Wetlands are important for the role they play in society providing a range of ecological and socio-economic functions. Ecological and regulating services include erosion prevention, moderation of extremes, sediment traps, climate modification, soil formation, maintenance of water tables in surrounding lands and as centres of biodiversity and wildlife habitat. Socio-economic or provisioning services include food, medicines, water supply, fisheries, dry-season grazing for livestock, nutrient and toxin retention, tourism and so on. They are also important for aesthetic, recreational and spiritual reasons.
In 1995, Uganda made history as the second country worldwide, after Canada, to pass a wetlands policy. The National Policy for the Conservation and Management of Wetlands is based on five objectives which revolve around the principles of sustainability, improving wetlands productivity and diversity and good governance. Additional legislation enacted that strengthened this policy included the Environment Act of 1995, Land Act 1997, Local Government Act 1997, Environment Impact Assessment Regulations 1998, Wetland Regulations 2000 and the Constitution 2010. These, and many other laws, provide the legal framework that is designed to ensure the protection and wise use of wetlands.

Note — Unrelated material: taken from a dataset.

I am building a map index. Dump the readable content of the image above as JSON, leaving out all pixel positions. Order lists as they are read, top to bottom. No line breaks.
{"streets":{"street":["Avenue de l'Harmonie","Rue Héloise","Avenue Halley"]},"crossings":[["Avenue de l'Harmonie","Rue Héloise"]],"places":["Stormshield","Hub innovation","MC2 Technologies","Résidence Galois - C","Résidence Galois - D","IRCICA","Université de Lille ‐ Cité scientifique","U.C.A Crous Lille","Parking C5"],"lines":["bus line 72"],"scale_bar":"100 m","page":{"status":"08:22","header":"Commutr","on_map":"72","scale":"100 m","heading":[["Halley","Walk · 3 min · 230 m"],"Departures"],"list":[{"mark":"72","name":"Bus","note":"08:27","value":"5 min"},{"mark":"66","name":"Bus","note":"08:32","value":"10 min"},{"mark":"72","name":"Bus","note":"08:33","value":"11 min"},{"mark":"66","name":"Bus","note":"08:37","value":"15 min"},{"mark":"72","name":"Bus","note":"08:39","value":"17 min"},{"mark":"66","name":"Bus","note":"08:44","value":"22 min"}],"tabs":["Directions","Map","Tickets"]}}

The area under wetlands in the different river basins is on the decline. The extent of decline varies from over 53.8 percent in the Lake Victoria basin to 14.7 percent in the Lake Albert basin. Many of the reasons for this decline stem from weak enforcement of existing laws, continued disregard for the existing laws and policy, difficulty in enforcing laws and policy and lack of coordination amongst key government institutions.

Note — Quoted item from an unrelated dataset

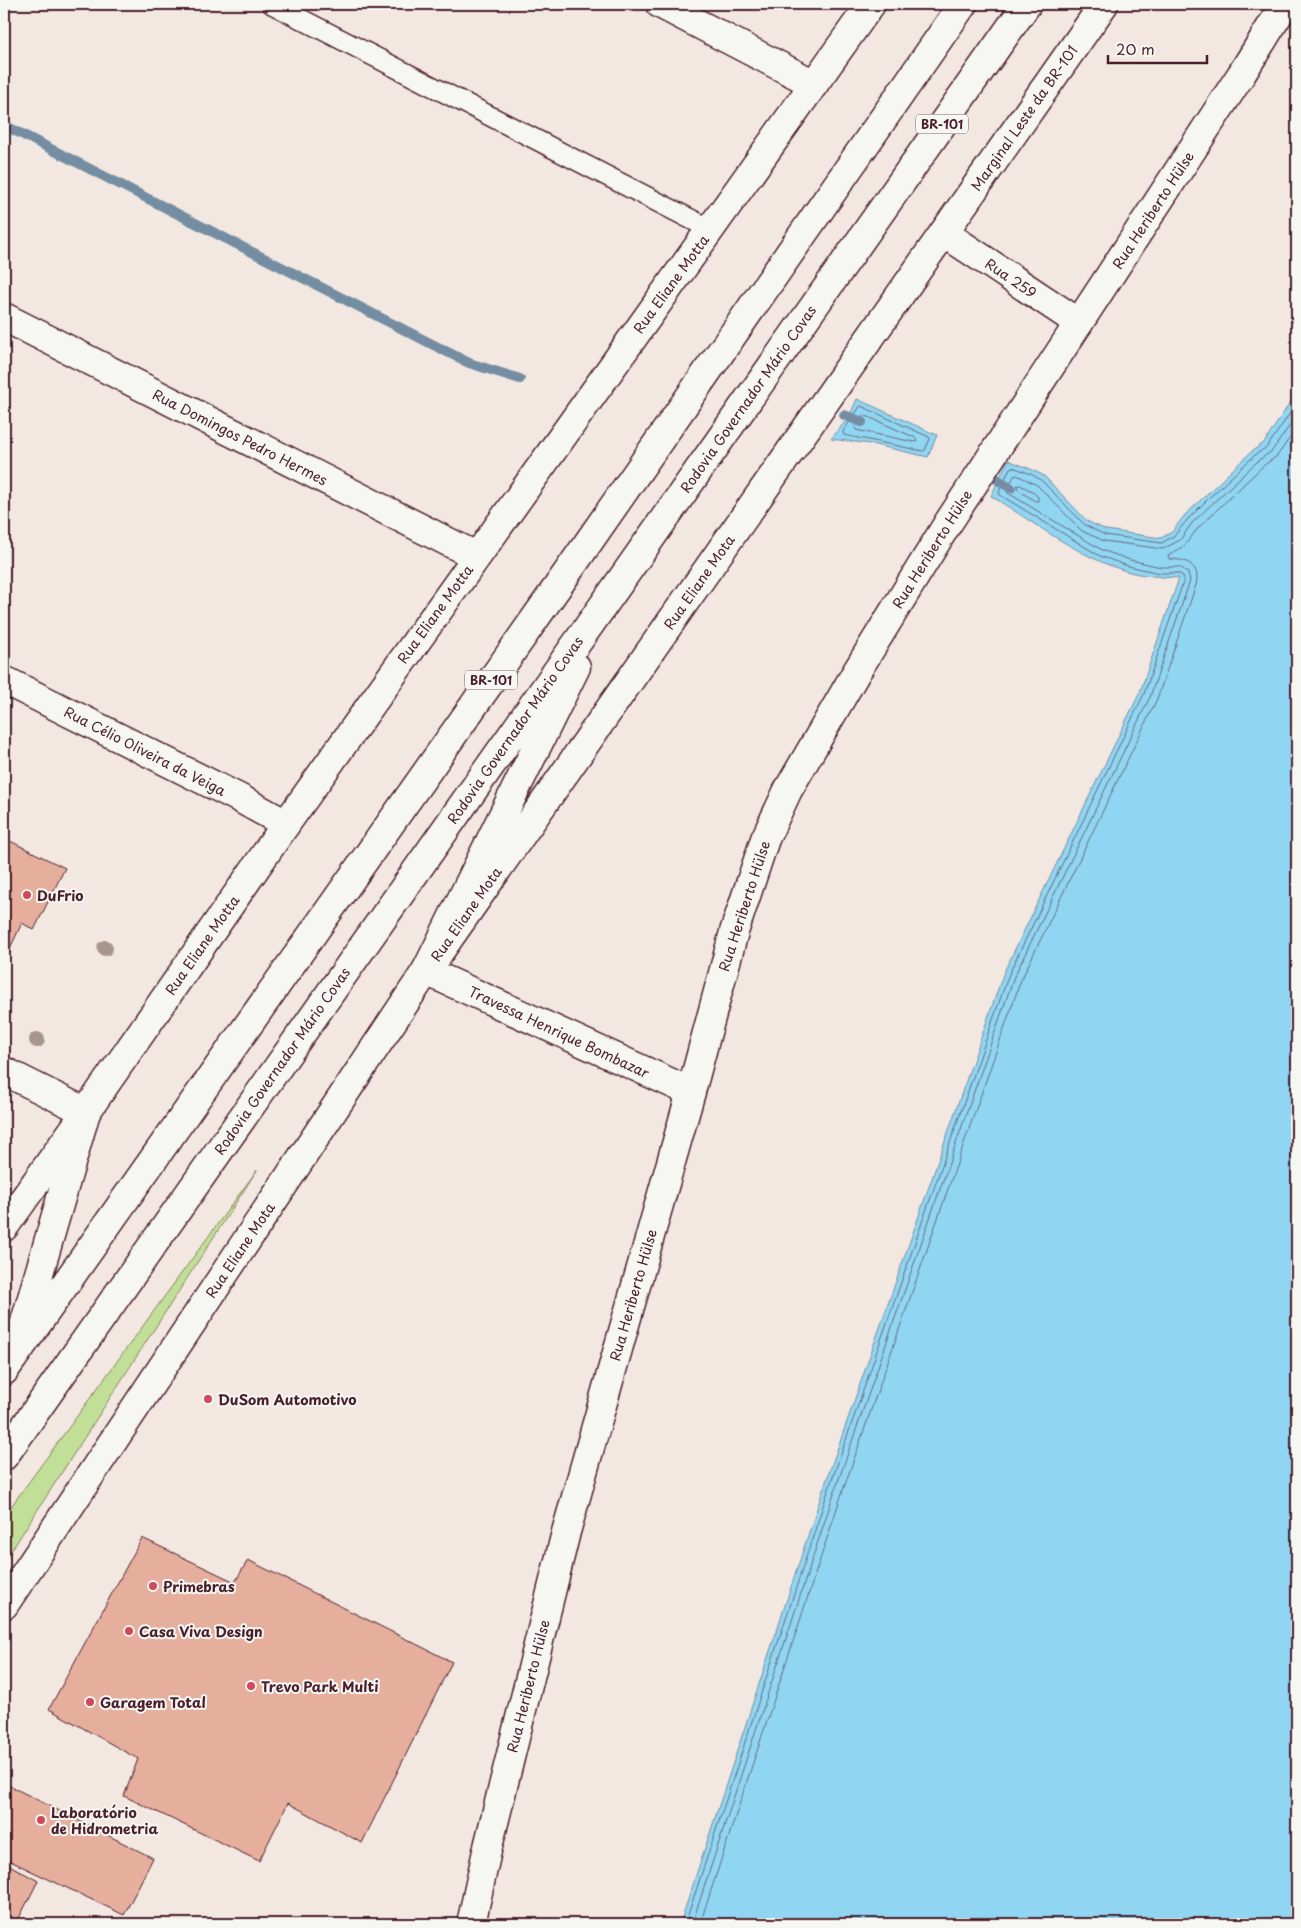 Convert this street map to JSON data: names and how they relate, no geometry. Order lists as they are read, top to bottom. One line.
{"streets":{"main road":["Marginal Leste da BR-101","BR-101","Rua Heriberto Hülse","Rua 259","Rua Eliane Motta","Rodovia Governador Mário Covas","Rua Domingos Pedro Hermes","Rua Eliane Mota","Rua Célio Oliveira da Veiga","Travessa Henrique Bombazar"]},"crossings":[["Marginal Leste da BR-101","Rua 259"],["Marginal Leste da BR-101","Rua Eliane Mota"],["Rua Heriberto Hülse","Rua 259"],["Rua Heriberto Hülse","Travessa Henrique Bombazar"],["Rua 259","Rua Eliane Mota"],["Rua Eliane Motta","Rua Domingos Pedro Hermes"],["Rua Eliane Motta","Rua Célio Oliveira da Veiga"],["Rua Eliane Mota","Travessa Henrique Bombazar"]],"places":["DuFrio","DuSom Automotivo","Primebras","Casa Viva Design","Trevo Park Multi","Garagem Total","Laboratório de Hidrometria"],"scale_bar":"20 m"}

The growing population is a major factor driving encroachment into wetlands for settlement, agriculture and for other resources. The recent census indicates that the population is growing at a rate of 3.2 percent each year and has almost tripled from 12.6 million in 1980 to 34.8 million in 2014. The country is rapidly urbanizing with the rate of urbanization at 6.6 percent in 2014. The high population creates high demand for land and enormous pressure on the natural resources for food, medicines, fuelwood, clay mining for bricks and other raw materials.
This plan discusses the specific problems in each major wetland district and provides recommendations for addressing wetland degradation.